Percebe a diferença entre o marketing e a política. Então, o cidadão compra. E compra coisas que não lhe servem, planos que não lhe servem, governos e personagens que não lhe servem.
Mentir y colonizar. Obediencia inconsciente y subjetividad neoliberal, de Nora Merlin, Editora Letra Viva
A psicanalista Nora Merlin pensou seu novo livro, “Mentir e colonizar. Obediência inconsciente e subjetividade neoliberal” (Editora Letra Viva, tradução livre), como uma continuação de sua publicação anterior, “Colonização da subjetividade. Os meios de comunicação de massa em épocas de biomercado”. Se naquele trabalho colocava o acento na concentração do poder financeiro e as corporações e na imposição invisível através de nefastas estratégias, nesse novo livro, Merlin analisa o conceito ao calor desses tempos de precípicio na Argentina: a obediência da massa.
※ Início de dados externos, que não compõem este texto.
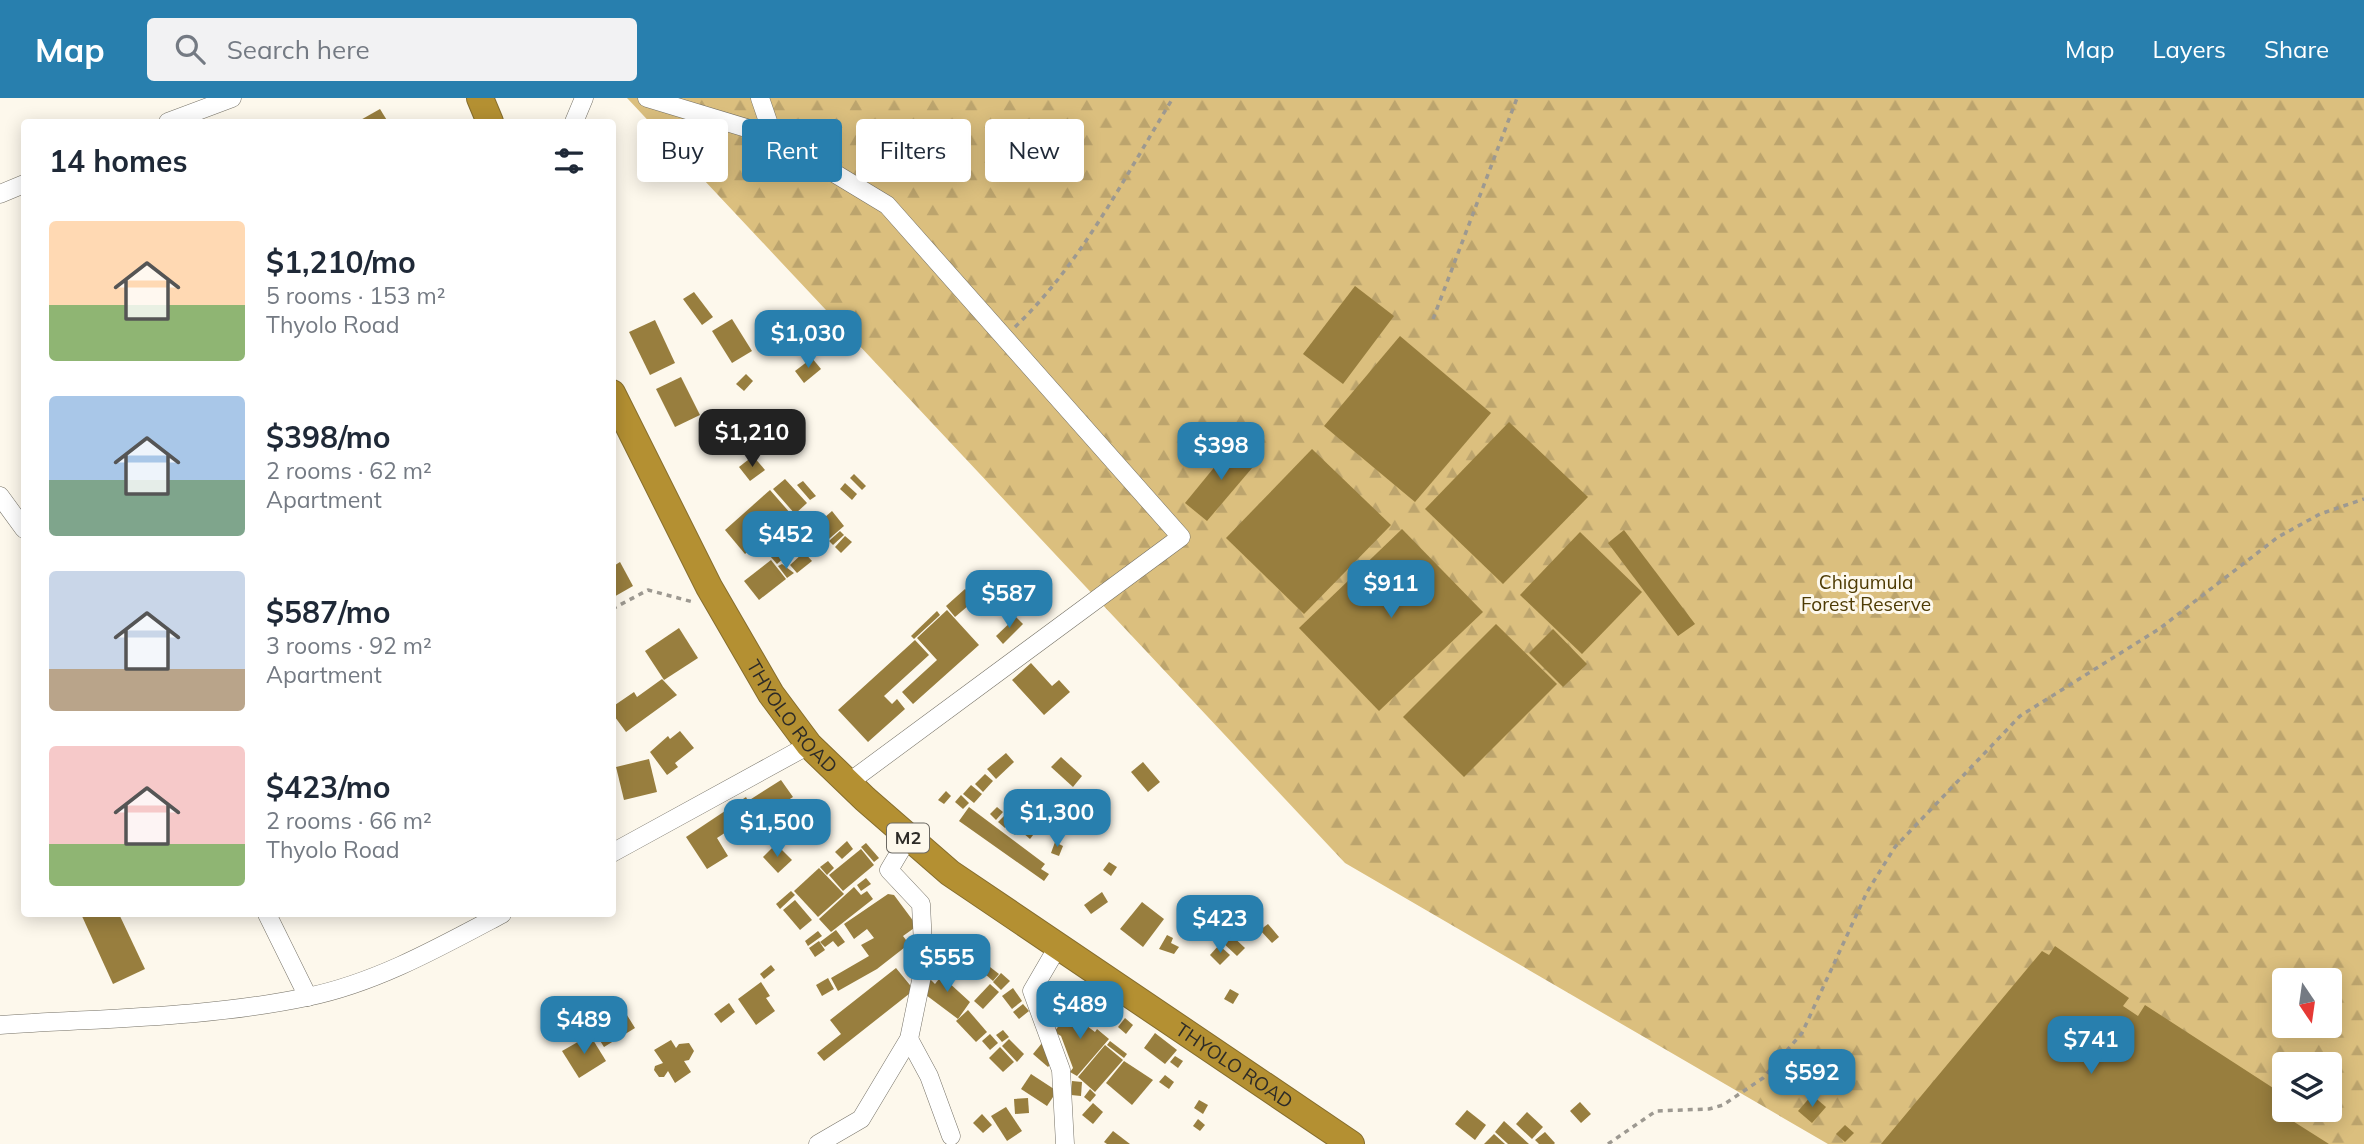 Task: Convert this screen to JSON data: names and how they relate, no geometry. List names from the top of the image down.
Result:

O conceito de massa, a autora desenvolveu amplamente em outro livro: “Populismo e Psicanálise”.
“Esses dois últimos livros estão em continuidade. Me propus falar da massa”, expressa Merlin. O dispositivo “massa”, segundo a psicanalista, consta de duas operações: idealização e identificação horizontal. “Muitos indivíduos põem o mesmo objeto no lugar do ideal. Agora, o que é o ideal nessa fase do capitalismo? São os meios de comunicação, que são a voz do poder. A característica que tem essa fase do capitalismo é a grande concentração econômica, simbólica, comunicacional, onde não há pluralidade de vozes, não há democratização da palavra”, sustenta. “Então, alguém poderia dizer: há discurso único. A tal ponto que se pode dizer que o neoliberalismo é um modo de totalitarismo”, agrega Merlin.
Um totalitarismo silencioso porque não se mostra como é?
Exato. Eu acredito que se rompeu o pacto das democracias do pós-guerra, com os Estados protetores. Quando havia guerra de inteligência, havia uma coisa um pouco mais balanceada. Era necessário que o capitalismo mostrasse sua verdadeira cara. Quando se termina esse limite do campo socialista, aparece um avanço do neoliberalismo em sua cara mais voraz, sem nenhum tipo de limite, porque se enfraquecem os Estados protetores, há uma queda no simbólico, caem os diques morais, a vergonha. Então, se irrompe o poder com uma ferocidade e uma violência sem nenhum tipo de cobrança. Tal é assim que o neoliberalismo é como um vírus que, como você disse, vai tomando a cultura silenciosamente.
Se o neoliberalismo é um totalitarismo e a massa é acrítica, onde se localiza a resistência?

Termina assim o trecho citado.